その周囲を研究員が忙しそうに準備作業していた。


 白帽付きの白衣に赤いラインが三本はいった研究室長が堕天に頭を下げる。


「博士、言いつけ通り準備が整っております」

「ああ、ありがとう、室長、済まんが計画を見直しするよ」


指示通りの待機していたスタッフはその宣言を聞いて緊張が走った。

何かヘマをした奴がいる。

そのような場合には叱責、試作体として改造されるのだ。

全員ビクビクしながら堕天を注視する。


「君、素材のデータと試作プラン・ヴァージョンⅢの適合シミュレーション結果を出してくれ」


指示を受けたコンソール要員がビックリしながらもモニターに結果を出す。


「ふむ、かなり適合率も高いな……予想通り試算結果も好結果だ……」


モニターを見ながら堕天はしばらく考える。

どうやら今回はヘマではないらしい。

全員安堵の息をつく……。

しかし、これからが問題だった。


「それでは今からヴァージョンⅢ、ナノテク技術による人体改造実験を始める。まず捕らえた山賊、盗賊を被験体とする。その際、魔法が使えるものは後回しだ」

「畏まりました」


 室長は頭を下げたが、そこでピタッと動きを止めた。

対象の被験者は百数体も居たからだ。


「博士、どの程度被験者を用意しましょう?」

「勿論全部だ。
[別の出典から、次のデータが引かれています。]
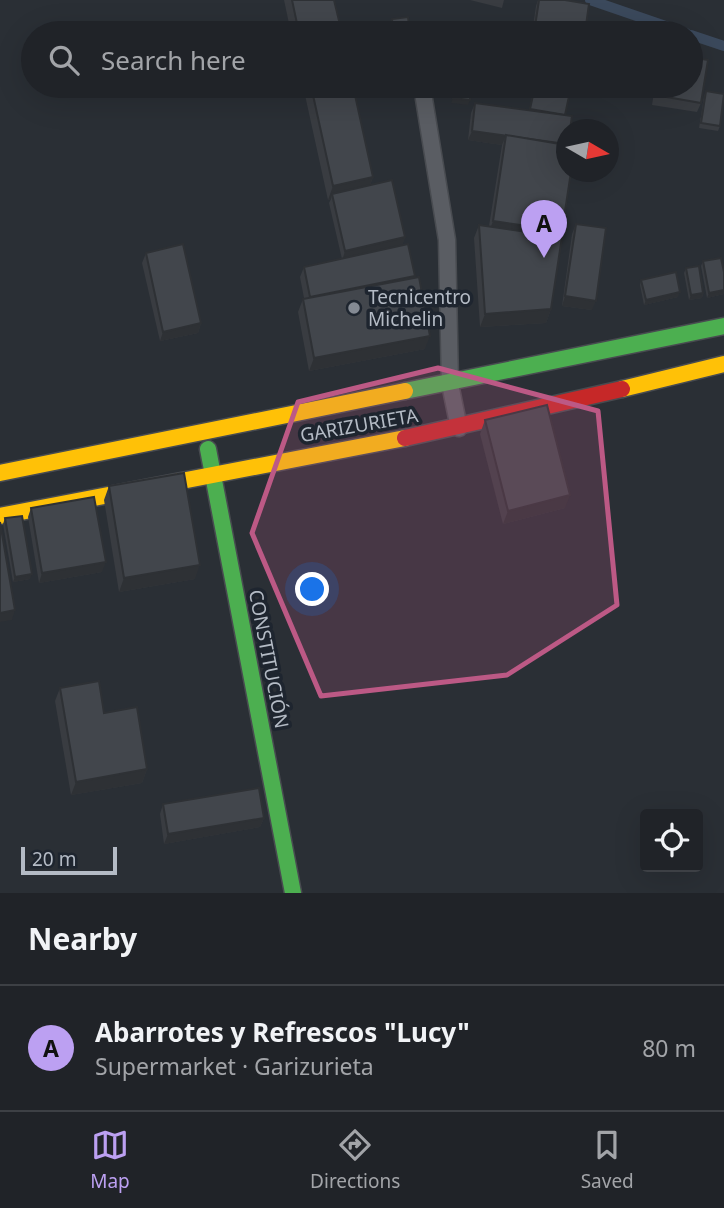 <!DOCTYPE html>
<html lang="en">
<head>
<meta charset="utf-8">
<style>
  :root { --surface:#202328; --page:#2d2f34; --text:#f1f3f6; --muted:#a2a4a8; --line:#3d4045; --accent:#bca0f2 }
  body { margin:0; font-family:"Noto Sans",sans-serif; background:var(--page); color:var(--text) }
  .controls { position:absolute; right:21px; bottom:21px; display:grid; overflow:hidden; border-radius:7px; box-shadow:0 7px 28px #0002 }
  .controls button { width:63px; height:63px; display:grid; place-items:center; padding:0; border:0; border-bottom:2px solid var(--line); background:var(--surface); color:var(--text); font:35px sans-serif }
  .compass { position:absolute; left:556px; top:119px; width:63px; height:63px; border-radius:50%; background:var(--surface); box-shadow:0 7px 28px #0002; rotate:99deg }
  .scale { position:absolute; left:21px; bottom:18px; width:96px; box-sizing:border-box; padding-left:7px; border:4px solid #b4bbc5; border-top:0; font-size:19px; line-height:24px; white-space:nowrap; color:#b4bbc5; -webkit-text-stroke:5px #1e252f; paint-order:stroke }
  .you { position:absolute; left:313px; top:590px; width:24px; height:24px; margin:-18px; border:5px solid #fff; border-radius:50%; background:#1a73e8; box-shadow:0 0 0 10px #1a73e833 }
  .badge { display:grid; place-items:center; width:46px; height:46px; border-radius:50%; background:var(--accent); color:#111; font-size:23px; font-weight:700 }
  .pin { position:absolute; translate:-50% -58px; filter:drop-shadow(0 2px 4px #0008) }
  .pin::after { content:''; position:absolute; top:37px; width:24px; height:21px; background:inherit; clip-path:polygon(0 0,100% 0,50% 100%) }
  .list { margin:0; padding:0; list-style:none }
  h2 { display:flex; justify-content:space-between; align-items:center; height:91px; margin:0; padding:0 28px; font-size:30px }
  h2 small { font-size:23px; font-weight:400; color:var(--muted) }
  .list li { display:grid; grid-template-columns:46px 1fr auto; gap:21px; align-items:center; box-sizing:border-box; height:126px; padding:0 28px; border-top:2px solid var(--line) }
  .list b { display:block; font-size:26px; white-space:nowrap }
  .list p { margin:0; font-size:23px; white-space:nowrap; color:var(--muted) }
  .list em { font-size:23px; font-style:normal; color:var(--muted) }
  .icon { flex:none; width:38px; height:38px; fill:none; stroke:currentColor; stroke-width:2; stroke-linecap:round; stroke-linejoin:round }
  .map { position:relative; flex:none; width:724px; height:893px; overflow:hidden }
  .search { position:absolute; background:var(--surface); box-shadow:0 7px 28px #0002; left:21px; right:21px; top:21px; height:77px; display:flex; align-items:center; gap:18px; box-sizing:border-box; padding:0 24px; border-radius:38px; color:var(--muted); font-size:26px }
  .sheet { height:217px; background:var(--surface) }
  nav { display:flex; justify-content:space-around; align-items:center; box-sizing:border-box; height:98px; border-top:2px solid var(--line); background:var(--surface); font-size:19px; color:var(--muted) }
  nav a { display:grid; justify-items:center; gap:4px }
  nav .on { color:var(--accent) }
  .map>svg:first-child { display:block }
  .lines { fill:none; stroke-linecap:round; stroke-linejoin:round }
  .stream { stroke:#3b495c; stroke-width:10 }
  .lane-casing { stroke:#484b50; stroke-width:19 }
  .fast-casing { stroke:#484b50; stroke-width:19 }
  .slow-casing { stroke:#484b50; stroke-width:19 }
  .jam-casing { stroke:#484b50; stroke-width:19 }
  .lane { stroke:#5a5d63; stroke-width:16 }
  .fast { stroke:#4caf50; stroke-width:16 }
  .slow { stroke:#ffc107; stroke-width:16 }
  .jam { stroke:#c62828; stroke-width:16 }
  .wall { fill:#393c41 }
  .shaded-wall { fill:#2e3135 }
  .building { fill:#42464c; stroke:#2e3135; stroke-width:2 }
  .marked { fill:#bc5985; fill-opacity:0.2; stroke:#bc5985; stroke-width:5; stroke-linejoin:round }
  .poi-dot { fill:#848a93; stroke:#1e252f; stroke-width:2.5 }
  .labels { text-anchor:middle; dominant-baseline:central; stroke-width:7; stroke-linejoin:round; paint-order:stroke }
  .poi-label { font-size:19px; fill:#b4bbc5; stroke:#1e252f; text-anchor:start }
  .street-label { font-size:19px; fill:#b4bbc5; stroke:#1e252f }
</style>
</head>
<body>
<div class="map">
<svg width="724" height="893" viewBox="0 0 724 893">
  <rect width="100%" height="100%" fill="#2a2f35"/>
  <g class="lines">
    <g class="stream">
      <polyline points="590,0 686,33"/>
      <polyline points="691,35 724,46"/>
    </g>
    <g class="lane-casing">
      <polyline id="lane" points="424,99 447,240 450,384 459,428"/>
    </g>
    <g class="fast-casing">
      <g id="fast">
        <polyline points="405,391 724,326"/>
        <polyline points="208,449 293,893"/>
      </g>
    </g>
    <g class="slow-casing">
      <g id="slow">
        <polyline points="622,389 724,364"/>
        <polyline points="0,473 405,391"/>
        <polyline points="0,516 405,438"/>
      </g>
    </g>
    <g class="jam-casing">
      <polyline id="jam" points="405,438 622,389"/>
    </g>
    <use href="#lane" class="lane"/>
    <use href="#fast" class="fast"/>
    <use href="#slow" class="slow"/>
    <use href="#jam" class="jam"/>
  </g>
  <g class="wall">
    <polygon points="284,0 334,0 341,33 291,33"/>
    <polygon points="470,0 504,0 502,8"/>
    <polygon points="538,0 565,0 585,33 532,33 536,6"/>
    <polygon points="392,19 410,33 390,33 390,24"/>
    <polygon points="303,86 353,86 373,177 370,185 405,237 402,245 415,276 425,349 309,371 298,312 303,299 304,298 300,277 304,267 342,259 329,203 331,199 328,200"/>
    <polygon points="534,86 567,86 565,115 566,130 562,231 560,237 551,309 546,323 480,327 474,238 479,225 489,226 502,145 468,140 471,113 475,103 529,111"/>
    <polygon points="655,86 691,86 701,103 697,112 652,105"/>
    <polygon points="706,91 720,126 718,131 699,128 704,96"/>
    <polygon points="576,224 592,310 562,306 572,234"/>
    <polygon points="146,253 201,323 198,333 160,341 142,263"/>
    <polygon points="703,261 724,272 724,294 707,298 701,266"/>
    <polygon points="686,268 703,293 702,298 689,300 684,273"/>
    <polygon points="641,280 678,297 644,305 640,285"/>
    <polygon points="485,420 565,508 503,524 480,434"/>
    <polygon points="109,486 195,579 119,592 104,500"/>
    <polygon points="31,508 102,572 39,583 28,517"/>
    <polygon points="5,518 30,579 13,582 3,524"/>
    <polygon points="60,688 104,713 147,769 142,783 71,795 55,701"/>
    <polygon points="163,804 264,818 260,827 164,844 160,814"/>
  </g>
  <g class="shaded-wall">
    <polygon points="453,98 470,100 468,105 451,103"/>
    <polygon points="472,131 506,135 502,145 468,140"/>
    <polygon points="373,177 368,190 332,194 331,199 328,200 333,186"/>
    <polygon points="493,221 562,231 557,245 488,235"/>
    <polygon points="405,237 402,247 342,261 345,251"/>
    <polygon points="724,290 724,294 707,298 709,293"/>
    <polygon points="680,292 678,297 644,305 646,300"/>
    <polygon points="703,293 702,298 689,300 691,295"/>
    <polygon points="565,296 596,301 592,310 562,306"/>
    <polygon points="551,309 546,323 480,327 485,314"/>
    <polygon points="201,323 198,333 160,341 163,332"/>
    <polygon points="430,336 425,349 309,371 314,358"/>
    <polygon points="570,495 565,508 503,524 508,511"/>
    <polygon points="106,562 102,572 39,583 42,573"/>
    <polygon points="200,565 195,579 119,592 124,578"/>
    <polygon points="32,574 30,579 13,582 15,577"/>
    <polygon points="15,610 12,620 0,622 0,613"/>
    <polygon points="147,769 142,783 71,795 76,782"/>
    <polygon points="264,818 260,827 164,844 168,834"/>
  </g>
  <g class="building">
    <polygon points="292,0 334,0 342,33 299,33"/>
    <polygon points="539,0 565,0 589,4 585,33 534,33"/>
    <polygon points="408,17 410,33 393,33 392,19"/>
    <polygon points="484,23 500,25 499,33 483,33"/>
    <polygon points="652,29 682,33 651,33"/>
    <polygon points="606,30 628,33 605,33"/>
    <polygon points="691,57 708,60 701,103 655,95 657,86 691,86"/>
    <polygon points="311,86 353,86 373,177 333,186"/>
    <polygon points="454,86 471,86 470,100 453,98"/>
    <polygon points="535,86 571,87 565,115 530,109"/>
    <polygon points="706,91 724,94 720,126 701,123"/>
    <polygon points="475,103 572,116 570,130 566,130 566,144 472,131"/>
    <polygon points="506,135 566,145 566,172 571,172 562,231 493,221"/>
    <polygon points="392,180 405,237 345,251 332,194"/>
    <polygon points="576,224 606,228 596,301 565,296"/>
    <polygon points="479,225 562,237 551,309 485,314"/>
    <polygon points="183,244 201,323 163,332 146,253"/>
    <polygon points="408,244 415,276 310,297 304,267"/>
    <polygon points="721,258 724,272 724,290 709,293 703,261"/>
    <polygon points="699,266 703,293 691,295 686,268"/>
    <polygon points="676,272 680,292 646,300 641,280"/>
    <polygon points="419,277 430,336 314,358 303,299"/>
    <polygon points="547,405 570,495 508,511 485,420"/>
    <polygon points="184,473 200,565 124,578 109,486"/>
    <polygon points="94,497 106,562 42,573 31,508"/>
    <polygon points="22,516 32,574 15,577 5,518"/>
    <polygon points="0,522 15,610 0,613"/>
    <polygon points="99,681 104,713 137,707 147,769 76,782 60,688"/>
    <polygon points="259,788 264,818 168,834 163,804"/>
  </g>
  <path class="marked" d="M438,368L598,411L617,605L507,675L321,696L252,533L298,402Z"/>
  <circle class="poi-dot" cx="354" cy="308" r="7"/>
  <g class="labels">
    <g class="poi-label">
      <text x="368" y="297">Tecnicentro<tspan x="368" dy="22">Michelin</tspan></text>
    </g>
    <g class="street-label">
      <text transform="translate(359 425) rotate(-10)">GARIZURIETA</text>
      <text transform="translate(269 659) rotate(79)">CONSTITUCIÓN</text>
    </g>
  </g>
</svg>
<div class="controls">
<button><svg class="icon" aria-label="locate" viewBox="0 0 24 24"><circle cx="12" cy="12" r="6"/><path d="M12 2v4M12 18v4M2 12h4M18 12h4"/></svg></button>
</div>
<svg class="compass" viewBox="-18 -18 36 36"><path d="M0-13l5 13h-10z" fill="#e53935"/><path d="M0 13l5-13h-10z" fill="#a2a4a8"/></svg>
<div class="scale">20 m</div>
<div class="you"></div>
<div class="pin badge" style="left:544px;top:258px">A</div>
<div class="search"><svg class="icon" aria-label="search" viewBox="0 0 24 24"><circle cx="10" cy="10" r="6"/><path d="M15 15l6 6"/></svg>Search here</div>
</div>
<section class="sheet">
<h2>Nearby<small></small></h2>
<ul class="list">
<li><span class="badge">A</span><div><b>Abarrotes y Refrescos &quot;Lucy&quot;</b><p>Supermarket · Garizurieta</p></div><em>80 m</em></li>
</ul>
</section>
<nav>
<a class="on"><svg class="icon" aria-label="map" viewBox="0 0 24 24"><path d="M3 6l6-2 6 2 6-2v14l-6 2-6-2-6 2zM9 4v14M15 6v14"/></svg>Map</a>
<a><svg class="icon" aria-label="directions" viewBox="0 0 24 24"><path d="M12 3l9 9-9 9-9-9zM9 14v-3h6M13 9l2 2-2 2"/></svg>Directions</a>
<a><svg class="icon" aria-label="saved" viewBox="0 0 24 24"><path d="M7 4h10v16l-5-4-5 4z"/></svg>Saved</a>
</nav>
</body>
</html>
ウォリアーは兎も角、大佐傑作を超える作品を造るのに出し惜しみは出来んよ」


 その言葉に研究員たちが凍り付く。

これから百数回、人の死に様を看取ることになる。

ある者は必死に命乞いをし、ある者は決死の抵抗を始める。

涙ながらに身代わりを志願する者もいた。

数日間それを繰り返すのだ。

うまくいけばホッとはする。

だが、その人間は既にヒトではないのだ。

空気を察した堕天は手を叩きスタッフに活を入れる。


「何をしている! 試作を始めるぞ! まずコイツらからいくか、モニターを始めてくれ!」


 堕天はツカツカと並んだガラスケースに近寄った。

中に浮かぶ男たちを見る。

男たちは全員、頭髪や髭を綺麗にそられていた。

それでも貧相で下衆な性格は見て取れる。

その顔は川縁でトレバー達に絡んで一蹴されたあの山賊たちだった。

ごく普通に堕天は素体山賊を観察しながら開始の合図を出した。